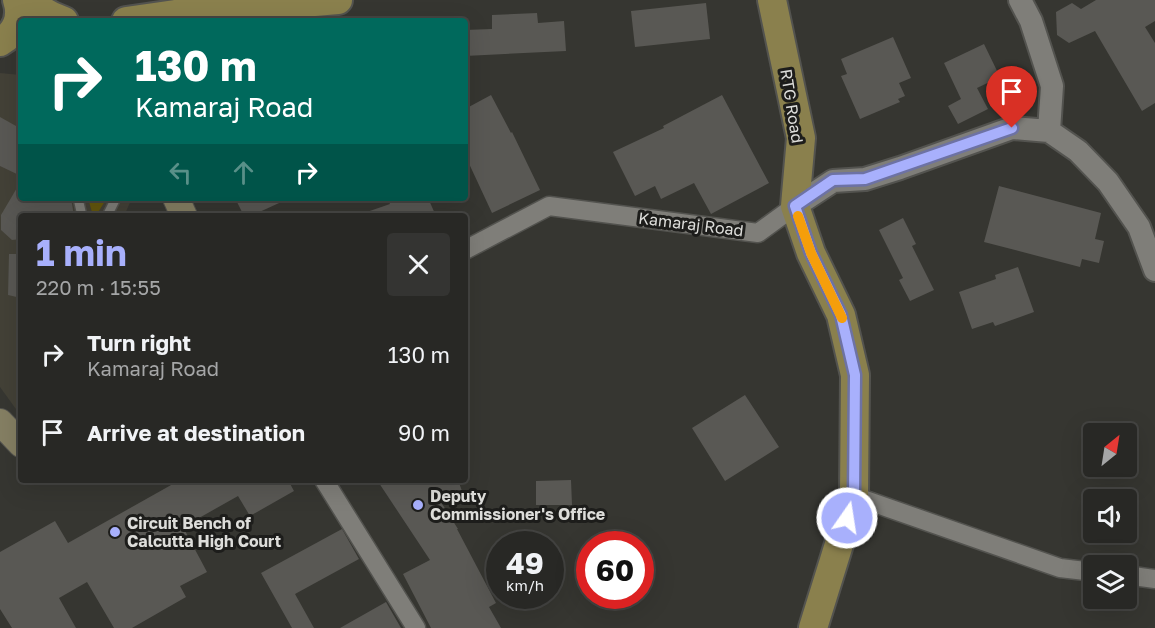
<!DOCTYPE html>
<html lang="en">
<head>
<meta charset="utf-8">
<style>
  body { margin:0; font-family:"Golos Text",sans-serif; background:#343432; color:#f1f3f6; height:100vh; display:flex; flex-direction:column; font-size:22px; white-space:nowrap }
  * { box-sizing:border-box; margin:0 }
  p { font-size:20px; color:#a5a6a7 }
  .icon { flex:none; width:33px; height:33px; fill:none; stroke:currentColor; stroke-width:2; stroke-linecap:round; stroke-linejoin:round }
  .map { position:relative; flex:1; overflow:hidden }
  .side { position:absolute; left:18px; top:213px; width:450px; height:270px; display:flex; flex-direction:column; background:#282825; border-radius:6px; box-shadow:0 6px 24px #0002,0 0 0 2px #444442 }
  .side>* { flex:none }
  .banner { position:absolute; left:18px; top:18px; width:450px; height:183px; border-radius:6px; box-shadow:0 6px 24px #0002,0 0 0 2px #444442; background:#00695c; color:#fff; overflow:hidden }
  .needle { width:39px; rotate:30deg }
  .tools { position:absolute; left:1083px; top:423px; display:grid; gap:12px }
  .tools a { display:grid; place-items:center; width:54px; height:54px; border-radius:6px; background:#282825; box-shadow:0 6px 24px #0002,0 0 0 2px #444442; font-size:30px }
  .speed { position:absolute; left:486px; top:531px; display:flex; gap:12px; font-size:30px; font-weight:700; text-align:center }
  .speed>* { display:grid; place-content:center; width:78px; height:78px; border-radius:50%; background:#282825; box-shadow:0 6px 24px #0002,0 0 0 2px #444442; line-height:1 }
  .speed small { font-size:15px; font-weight:400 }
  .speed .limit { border:9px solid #d22; background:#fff; color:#111 }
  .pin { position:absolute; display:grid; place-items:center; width:51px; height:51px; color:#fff; margin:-62px -26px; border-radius:50% 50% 50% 0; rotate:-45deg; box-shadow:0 0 6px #0007 }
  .pin .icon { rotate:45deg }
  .me { position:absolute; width:66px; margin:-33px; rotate:13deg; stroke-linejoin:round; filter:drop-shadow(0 0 4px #0008) }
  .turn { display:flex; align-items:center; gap:21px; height:126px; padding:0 18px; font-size:27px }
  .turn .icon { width:78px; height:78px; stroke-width:2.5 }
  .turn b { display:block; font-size:42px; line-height:51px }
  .lanes { display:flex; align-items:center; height:57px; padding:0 18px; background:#0003; justify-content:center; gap:30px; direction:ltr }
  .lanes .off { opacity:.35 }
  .round { display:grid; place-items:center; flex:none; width:63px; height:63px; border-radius:6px; background:#343432 }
  .headline { display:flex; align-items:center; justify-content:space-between; height:102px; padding:0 18px }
  h1 { font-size:36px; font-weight:700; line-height:45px; color:#a8b0fc }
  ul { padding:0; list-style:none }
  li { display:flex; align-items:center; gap:18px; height:78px; padding:0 18px }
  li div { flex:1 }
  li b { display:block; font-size:22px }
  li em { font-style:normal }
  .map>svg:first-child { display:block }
  .built { fill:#434137 }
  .green { fill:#64570d }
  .building { fill:#595854 }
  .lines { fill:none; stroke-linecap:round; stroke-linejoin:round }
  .service-casing { stroke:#53534f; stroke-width:12 }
  .minor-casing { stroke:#53534f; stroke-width:21 }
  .tertiary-casing { stroke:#53534f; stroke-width:26 }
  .secondary-casing { stroke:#53534f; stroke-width:28 }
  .primary-casing { stroke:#53534f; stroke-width:32 }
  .service { stroke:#7f7e79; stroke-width:9 }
  .minor { stroke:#7f7e79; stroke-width:18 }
  .tertiary { stroke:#7f7e79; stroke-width:22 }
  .secondary { stroke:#857f63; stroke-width:26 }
  .primary { stroke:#8a804d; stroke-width:28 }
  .route-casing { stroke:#6d72a4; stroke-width:15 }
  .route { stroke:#a8b0fc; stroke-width:10 }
  .slow { stroke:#f59e0b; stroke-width:10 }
  .poi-dot { fill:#a8b0fc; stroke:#1d1d1b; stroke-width:2 }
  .labels { text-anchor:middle; stroke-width:6; stroke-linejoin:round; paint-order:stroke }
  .street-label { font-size:16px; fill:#ddddda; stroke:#1d1d1b }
  .poi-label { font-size:16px; font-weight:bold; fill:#ddddda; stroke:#1d1d1b; text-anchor:start }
</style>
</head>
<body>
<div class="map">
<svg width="1155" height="628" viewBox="0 0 1155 628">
  <rect width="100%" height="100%" fill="#363631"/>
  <!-- built -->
  <path class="built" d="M 0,73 L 21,75 L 21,198 L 132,198 L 124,216 L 21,216 L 21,416 L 0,387 Z"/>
  <!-- green -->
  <path class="green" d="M 88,198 L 107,198 L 97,214 L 93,216 Z"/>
  <!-- building -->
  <path class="building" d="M 1096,0 L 1155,0 L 1155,21 L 1145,27 L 1155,43 L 1155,103 L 1142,111 L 1095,31 L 1069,43 L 1057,35 L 1056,12 L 1072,3 L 1081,9 Z
    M 706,3 L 710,39 L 635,47 L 631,11 Z
    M 537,13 L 538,23 L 564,21 L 566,51 L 465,56 L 465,30 L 492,29 L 492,15 Z
    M 893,37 L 911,78 L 899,83 L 905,96 L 898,99 L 900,102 L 860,119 L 841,76 L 847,74 L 841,59 Z
    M 984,44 L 1000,77 L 977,88 L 988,109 L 958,124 L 948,106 L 961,99 L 944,63 Z
    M 491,95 L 511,133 L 512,132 L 540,190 L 492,213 L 465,155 L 465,109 Z
    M 722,95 L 769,183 L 711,214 L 694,183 L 661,199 L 655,186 L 635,196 L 613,152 L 664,128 L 663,126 Z
    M 0,117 L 16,126 L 18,137 L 21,139 L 21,176 L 0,166 Z
    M 21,181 L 21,198 L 71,198 L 74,216 L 21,216 L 21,239 L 12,240 L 1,230 L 1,215 Z
    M 999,186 L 1101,213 L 1095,239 L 1104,241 L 1099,263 L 1082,259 L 1080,267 L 984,242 Z
    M 235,198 L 290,198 L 251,216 L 244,216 Z
    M 387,198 L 428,198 L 436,216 L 361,216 L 361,214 L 390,204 Z
    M 903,218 L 916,244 L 912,246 L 934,290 L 910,301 L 899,280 L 903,278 L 879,230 Z
    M 9,254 L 21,254 L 21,298 L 8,295 Z
    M 1018,267 L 1034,312 L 995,326 L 993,322 L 972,329 L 959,292 L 996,279 L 995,275 Z
    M 745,395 L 779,447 L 725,481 L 692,428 Z
    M 180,480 L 288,480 L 294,491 L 250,516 L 238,496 L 183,527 L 207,572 L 180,586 L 186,597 L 132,628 L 114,628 L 87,582 L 59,598 L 76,628 L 12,628 L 0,609 L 0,552 L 55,521 L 68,543 Z
    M 377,480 L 458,480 L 462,491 L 439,499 L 458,529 L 457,529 L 496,603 L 489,607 L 501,628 L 431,628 L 403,574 L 430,560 Z
    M 571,480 L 572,505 L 536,505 L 536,481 Z
    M 342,529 L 359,559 L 295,594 L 314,628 L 292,628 L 261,573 Z
    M 386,602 L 401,628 L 340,628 Z"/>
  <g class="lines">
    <defs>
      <path id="service" d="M 78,198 L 82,216
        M 107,216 L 116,198"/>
      <path id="minor" d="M 465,250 L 549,206 L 758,233 L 795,206
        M 324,480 L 416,628
        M 854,496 L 1060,568 L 1094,572
        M 1126,575 L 1155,579"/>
      <path id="tertiary" d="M 1020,0 L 1031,21 L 1052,86 L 1049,131 L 1078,151 L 1108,182 L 1139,227 L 1155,270
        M 795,206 L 833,181 L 865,179 L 900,168 L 1012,128 L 1049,131"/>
      <path id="secondary" d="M 176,198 L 184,216
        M 0,422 L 21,444"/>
      <path id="primary" d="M 23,0 L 52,16 L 64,21
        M 772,0 L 801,138 L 795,206 L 811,253 L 841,315 L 855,375 L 854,496 L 813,628
        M 126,21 L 175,14 L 338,0
        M 0,42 C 16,33 23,18 17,0"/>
    </defs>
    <!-- service casing -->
    <use href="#service" class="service-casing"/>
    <!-- minor casing -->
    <use href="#minor" class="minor-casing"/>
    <!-- tertiary casing -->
    <use href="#tertiary" class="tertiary-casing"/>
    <!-- secondary casing -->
    <use href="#secondary" class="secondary-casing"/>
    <!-- primary casing -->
    <use href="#primary" class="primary-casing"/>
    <!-- service -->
    <use href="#service" class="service"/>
    <!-- minor -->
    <use href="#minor" class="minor"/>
    <!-- tertiary -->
    <use href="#tertiary" class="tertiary"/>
    <!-- secondary -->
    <use href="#secondary" class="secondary"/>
    <!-- primary -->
    <use href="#primary" class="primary"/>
  </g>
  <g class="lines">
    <defs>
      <path id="route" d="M 847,518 L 854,496 L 855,375 L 841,315 L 811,253 L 795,206 L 833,180 L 865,179 L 1012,128"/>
    </defs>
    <!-- route casing -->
    <use href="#route" class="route-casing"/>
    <!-- route -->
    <use href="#route" class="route"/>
    <!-- slow -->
    <path class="slow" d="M 798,216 L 811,253 L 842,318"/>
  </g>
  <!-- markers -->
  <g class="poi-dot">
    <circle cx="418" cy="505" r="6"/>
    <circle cx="115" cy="532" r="6"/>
  </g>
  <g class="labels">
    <!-- street labels -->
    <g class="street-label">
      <text transform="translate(792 106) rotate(81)" y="6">RTG Road</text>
      <text transform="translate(691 224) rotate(7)" y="6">Kamaraj Road</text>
    </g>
    <!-- poi labels -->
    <g class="poi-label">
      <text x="430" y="502">Deputy<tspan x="430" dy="18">Commissioner's Office</tspan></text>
      <text x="127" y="529">Circuit Bench of<tspan x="127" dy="18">Calcutta High Court</tspan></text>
    </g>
  </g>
</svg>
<div class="tools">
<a><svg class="needle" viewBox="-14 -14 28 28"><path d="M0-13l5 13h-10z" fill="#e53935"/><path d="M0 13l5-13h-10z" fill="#a5a6a7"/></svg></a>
<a><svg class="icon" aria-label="sound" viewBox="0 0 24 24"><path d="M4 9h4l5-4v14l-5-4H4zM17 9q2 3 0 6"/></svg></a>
<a><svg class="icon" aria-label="layers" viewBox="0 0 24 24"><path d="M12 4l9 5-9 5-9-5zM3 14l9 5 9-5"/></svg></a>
</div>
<div class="speed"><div>49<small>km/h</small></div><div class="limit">60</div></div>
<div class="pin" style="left:1012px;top:128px;background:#d93025"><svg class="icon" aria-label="arrive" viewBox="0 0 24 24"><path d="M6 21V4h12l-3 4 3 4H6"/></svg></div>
<svg class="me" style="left:847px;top:518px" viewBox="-20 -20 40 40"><circle r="17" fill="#a8b0fc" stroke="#fff" stroke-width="3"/><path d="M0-11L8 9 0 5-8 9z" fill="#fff"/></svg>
<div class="banner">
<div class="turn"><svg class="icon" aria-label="right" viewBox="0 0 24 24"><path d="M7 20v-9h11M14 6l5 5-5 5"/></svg><div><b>130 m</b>Kamaraj Road</div></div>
<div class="lanes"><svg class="icon off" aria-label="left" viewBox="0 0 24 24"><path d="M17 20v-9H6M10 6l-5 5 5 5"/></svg><svg class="icon off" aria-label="ahead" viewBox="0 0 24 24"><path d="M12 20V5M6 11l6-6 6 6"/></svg><svg class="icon" aria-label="right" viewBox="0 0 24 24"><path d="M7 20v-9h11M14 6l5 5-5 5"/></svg></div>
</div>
<section class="side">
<div class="headline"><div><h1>1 min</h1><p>220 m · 15:55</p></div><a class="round"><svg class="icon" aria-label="close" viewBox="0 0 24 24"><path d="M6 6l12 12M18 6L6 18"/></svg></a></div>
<ul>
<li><svg class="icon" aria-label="right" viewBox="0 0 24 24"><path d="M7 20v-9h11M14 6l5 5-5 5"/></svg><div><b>Turn right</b><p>Kamaraj Road</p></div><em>130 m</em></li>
<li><svg class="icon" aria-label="arrive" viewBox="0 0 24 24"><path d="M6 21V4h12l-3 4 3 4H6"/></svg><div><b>Arrive at destination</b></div><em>90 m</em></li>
</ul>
</section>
</div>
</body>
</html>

☆ ☆ ☆ ☆

Activity — Pull every line containing "linecap" out of the entries.

Worked solution —
  .icon { flex:none; width:33px; height:33px; fill:none; stroke:currentColor; stroke-width:2; stroke-linecap:round; stroke-linejoin:round }
  .lines { fill:none; stroke-linecap:round; stroke-linejoin:round }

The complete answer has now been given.